Exercise requirements
The answer must consist of each line below that contains the string "family".

Stored data
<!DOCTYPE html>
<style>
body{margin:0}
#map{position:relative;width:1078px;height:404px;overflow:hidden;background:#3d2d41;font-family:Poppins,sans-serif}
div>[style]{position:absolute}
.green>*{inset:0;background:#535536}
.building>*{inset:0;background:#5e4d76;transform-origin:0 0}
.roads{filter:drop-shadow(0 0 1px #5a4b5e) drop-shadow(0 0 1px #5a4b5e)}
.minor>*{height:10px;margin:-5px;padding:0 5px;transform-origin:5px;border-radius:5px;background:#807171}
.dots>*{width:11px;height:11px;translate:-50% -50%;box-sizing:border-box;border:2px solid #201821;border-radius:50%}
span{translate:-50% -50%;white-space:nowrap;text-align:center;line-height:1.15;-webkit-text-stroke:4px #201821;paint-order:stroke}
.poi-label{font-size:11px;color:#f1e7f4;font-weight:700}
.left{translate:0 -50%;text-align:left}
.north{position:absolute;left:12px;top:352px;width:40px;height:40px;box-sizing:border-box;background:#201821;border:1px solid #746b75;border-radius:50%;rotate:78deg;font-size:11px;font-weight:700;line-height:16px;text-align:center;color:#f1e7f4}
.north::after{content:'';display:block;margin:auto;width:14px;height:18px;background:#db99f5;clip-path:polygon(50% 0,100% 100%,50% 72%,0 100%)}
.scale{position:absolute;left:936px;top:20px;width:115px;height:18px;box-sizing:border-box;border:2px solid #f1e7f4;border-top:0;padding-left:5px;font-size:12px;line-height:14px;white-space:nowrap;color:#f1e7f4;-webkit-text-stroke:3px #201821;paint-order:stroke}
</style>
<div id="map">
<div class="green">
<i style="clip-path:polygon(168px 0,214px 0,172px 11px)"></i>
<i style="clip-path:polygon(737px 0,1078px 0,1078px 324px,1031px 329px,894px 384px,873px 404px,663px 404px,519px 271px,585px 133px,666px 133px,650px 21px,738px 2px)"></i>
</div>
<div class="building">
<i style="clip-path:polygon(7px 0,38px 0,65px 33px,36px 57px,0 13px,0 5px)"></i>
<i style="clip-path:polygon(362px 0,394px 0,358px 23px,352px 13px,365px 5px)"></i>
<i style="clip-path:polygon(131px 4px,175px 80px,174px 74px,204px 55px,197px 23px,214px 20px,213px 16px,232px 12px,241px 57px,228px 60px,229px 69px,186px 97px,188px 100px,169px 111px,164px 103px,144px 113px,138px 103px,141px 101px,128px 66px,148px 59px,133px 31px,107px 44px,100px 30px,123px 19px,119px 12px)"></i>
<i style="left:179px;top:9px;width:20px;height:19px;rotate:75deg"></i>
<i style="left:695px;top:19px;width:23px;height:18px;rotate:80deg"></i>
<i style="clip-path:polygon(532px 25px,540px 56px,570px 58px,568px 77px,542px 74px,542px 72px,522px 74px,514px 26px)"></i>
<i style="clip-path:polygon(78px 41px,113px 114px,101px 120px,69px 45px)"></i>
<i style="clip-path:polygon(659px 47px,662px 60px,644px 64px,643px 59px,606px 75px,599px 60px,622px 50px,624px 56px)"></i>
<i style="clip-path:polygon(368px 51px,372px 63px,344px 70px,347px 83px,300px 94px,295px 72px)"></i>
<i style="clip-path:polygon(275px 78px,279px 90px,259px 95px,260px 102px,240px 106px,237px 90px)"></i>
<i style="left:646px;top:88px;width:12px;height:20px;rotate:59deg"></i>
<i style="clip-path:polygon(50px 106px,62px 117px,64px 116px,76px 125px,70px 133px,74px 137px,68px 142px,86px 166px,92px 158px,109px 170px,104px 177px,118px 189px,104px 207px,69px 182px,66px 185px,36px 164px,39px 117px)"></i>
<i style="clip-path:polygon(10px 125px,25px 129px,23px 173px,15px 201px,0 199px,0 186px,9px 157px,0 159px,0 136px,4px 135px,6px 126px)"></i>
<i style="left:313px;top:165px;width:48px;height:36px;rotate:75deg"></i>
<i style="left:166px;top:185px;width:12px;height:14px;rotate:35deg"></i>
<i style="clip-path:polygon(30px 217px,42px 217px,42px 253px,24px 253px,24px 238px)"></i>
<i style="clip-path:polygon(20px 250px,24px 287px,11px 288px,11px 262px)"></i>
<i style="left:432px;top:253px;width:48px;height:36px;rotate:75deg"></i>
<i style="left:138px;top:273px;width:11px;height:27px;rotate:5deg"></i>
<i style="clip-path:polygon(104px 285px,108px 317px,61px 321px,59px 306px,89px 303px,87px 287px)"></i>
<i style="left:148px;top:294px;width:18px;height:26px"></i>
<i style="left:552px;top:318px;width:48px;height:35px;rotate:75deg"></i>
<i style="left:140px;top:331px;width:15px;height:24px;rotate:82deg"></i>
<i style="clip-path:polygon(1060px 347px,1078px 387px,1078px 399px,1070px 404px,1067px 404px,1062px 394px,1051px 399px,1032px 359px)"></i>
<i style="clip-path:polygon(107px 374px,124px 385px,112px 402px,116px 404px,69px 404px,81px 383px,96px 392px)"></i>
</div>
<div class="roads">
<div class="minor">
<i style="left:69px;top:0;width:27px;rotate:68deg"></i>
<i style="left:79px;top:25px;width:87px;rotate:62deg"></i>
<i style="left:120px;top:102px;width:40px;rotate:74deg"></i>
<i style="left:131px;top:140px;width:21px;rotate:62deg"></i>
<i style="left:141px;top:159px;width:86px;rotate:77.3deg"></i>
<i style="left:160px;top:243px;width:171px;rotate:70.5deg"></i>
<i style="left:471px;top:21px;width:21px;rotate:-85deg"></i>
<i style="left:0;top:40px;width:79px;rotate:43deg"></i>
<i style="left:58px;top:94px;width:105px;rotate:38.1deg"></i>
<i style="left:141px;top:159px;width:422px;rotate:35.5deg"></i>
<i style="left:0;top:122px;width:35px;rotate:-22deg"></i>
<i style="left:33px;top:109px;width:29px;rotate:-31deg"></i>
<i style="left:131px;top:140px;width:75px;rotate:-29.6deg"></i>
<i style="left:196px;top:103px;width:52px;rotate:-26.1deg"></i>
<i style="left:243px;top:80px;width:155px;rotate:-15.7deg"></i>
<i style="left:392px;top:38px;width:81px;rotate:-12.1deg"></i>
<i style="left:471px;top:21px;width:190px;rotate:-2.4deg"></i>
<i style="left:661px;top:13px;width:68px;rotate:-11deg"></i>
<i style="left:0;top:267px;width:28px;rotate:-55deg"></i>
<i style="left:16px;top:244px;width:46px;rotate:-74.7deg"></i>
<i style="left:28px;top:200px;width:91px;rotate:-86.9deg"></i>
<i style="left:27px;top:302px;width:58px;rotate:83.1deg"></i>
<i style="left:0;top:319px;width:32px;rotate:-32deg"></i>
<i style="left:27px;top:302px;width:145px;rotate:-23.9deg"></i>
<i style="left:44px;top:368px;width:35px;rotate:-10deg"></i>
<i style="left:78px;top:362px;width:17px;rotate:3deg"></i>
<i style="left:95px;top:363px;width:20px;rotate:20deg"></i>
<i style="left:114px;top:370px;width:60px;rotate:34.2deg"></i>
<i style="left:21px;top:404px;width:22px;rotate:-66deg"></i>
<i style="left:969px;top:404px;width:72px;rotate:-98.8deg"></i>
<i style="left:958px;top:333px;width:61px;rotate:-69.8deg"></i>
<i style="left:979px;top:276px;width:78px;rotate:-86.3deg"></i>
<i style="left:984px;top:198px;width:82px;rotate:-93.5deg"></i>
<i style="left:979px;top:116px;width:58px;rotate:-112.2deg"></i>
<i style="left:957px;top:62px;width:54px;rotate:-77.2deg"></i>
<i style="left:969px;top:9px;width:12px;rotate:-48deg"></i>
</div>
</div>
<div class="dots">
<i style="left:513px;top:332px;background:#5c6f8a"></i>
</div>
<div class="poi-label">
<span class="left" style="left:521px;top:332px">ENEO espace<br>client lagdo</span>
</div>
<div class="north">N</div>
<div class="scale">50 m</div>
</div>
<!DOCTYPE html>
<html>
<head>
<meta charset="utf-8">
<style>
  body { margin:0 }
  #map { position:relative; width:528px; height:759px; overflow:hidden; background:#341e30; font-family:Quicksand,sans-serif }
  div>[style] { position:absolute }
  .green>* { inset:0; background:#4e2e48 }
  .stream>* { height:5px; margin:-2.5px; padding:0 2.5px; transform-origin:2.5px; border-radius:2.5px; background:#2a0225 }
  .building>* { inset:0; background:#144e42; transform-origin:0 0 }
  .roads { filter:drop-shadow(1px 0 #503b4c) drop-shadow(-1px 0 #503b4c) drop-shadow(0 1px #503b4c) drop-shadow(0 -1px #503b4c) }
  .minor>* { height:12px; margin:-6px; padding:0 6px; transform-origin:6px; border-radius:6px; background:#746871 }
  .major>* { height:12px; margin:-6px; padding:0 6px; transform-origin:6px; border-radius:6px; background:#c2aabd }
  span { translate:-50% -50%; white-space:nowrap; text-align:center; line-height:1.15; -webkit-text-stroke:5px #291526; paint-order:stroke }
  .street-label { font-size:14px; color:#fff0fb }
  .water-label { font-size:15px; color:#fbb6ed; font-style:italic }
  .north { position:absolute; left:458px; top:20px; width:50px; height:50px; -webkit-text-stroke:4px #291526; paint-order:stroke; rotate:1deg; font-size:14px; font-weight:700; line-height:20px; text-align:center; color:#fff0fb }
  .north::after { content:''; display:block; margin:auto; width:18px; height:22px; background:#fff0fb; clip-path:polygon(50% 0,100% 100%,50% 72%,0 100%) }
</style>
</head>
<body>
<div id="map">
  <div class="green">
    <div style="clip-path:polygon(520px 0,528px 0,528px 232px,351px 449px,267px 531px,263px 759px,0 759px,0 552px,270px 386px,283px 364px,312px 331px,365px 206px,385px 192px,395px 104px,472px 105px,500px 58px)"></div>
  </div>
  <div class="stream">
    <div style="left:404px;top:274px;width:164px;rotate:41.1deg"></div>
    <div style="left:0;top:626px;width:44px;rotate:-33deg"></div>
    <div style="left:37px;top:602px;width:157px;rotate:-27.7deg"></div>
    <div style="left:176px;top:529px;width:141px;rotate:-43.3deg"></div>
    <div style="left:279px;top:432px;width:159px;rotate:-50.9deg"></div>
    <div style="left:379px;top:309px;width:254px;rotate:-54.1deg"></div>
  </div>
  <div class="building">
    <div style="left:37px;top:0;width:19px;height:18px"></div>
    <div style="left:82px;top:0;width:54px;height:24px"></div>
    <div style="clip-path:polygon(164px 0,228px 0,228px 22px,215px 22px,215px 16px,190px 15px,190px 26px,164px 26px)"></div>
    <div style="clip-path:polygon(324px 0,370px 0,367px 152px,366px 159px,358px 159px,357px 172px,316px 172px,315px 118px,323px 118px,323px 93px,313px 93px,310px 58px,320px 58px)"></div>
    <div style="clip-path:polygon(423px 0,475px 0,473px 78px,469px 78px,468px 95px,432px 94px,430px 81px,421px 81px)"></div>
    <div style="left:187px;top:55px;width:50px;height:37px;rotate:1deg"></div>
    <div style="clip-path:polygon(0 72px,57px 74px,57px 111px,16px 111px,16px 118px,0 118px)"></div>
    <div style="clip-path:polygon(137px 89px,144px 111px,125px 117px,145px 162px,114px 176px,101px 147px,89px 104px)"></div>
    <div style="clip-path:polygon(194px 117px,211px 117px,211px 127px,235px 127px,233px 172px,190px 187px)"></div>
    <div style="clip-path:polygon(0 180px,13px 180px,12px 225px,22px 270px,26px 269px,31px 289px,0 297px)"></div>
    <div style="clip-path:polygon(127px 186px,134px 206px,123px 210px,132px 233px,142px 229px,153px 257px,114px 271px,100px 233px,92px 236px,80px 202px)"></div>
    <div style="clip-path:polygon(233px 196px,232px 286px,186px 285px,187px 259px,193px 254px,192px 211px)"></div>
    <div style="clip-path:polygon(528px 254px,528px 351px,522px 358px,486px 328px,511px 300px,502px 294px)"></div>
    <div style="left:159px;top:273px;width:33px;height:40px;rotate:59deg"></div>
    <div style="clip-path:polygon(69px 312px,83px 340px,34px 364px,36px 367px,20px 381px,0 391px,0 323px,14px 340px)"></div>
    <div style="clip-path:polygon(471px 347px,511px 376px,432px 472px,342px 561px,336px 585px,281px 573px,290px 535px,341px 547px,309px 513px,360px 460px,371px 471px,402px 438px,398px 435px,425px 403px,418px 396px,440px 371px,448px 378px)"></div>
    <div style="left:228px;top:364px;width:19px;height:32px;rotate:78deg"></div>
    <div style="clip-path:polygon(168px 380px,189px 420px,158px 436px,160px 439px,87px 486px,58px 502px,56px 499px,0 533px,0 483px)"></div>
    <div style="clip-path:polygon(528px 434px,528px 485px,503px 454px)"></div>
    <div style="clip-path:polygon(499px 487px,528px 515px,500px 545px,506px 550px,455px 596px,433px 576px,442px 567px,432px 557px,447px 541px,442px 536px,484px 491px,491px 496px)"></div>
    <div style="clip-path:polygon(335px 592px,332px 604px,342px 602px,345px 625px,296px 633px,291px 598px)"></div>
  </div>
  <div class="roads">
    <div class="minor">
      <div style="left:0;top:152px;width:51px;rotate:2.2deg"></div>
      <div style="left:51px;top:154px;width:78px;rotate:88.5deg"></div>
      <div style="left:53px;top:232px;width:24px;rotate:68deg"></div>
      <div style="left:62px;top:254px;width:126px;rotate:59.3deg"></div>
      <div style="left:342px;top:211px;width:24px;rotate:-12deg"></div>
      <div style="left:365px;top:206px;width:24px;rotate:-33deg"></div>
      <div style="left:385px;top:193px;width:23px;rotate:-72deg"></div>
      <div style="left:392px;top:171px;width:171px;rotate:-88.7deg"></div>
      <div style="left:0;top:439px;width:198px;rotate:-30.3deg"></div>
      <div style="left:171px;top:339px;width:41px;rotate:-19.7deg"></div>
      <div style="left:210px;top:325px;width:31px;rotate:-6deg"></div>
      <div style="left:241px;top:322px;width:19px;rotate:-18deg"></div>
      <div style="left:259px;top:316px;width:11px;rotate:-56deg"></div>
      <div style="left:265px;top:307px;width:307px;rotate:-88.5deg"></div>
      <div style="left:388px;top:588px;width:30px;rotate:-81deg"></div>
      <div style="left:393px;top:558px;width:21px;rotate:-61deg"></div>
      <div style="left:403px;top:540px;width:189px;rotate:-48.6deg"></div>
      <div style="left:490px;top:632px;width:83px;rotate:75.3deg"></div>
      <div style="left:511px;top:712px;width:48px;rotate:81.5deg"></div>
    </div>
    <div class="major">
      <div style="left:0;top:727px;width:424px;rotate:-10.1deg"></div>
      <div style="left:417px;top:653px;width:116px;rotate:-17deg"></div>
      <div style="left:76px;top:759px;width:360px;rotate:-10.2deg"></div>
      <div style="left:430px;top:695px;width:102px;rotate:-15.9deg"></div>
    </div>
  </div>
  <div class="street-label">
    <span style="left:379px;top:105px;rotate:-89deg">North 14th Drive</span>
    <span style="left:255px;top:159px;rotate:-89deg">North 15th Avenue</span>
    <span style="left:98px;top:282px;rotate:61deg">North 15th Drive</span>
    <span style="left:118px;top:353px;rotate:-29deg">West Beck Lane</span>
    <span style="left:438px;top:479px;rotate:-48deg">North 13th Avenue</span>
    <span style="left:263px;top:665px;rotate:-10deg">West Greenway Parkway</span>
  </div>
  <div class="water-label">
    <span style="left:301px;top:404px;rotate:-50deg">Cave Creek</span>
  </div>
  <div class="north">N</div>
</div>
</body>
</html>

Response area
#map{position:relative;width:1078px;height:404px;overflow:hidden;background:#3d2d41;font-family:Poppins,sans-serif}
  #map { position:relative; width:528px; height:759px; overflow:hidden; background:#341e30; font-family:Quicksand,sans-serif }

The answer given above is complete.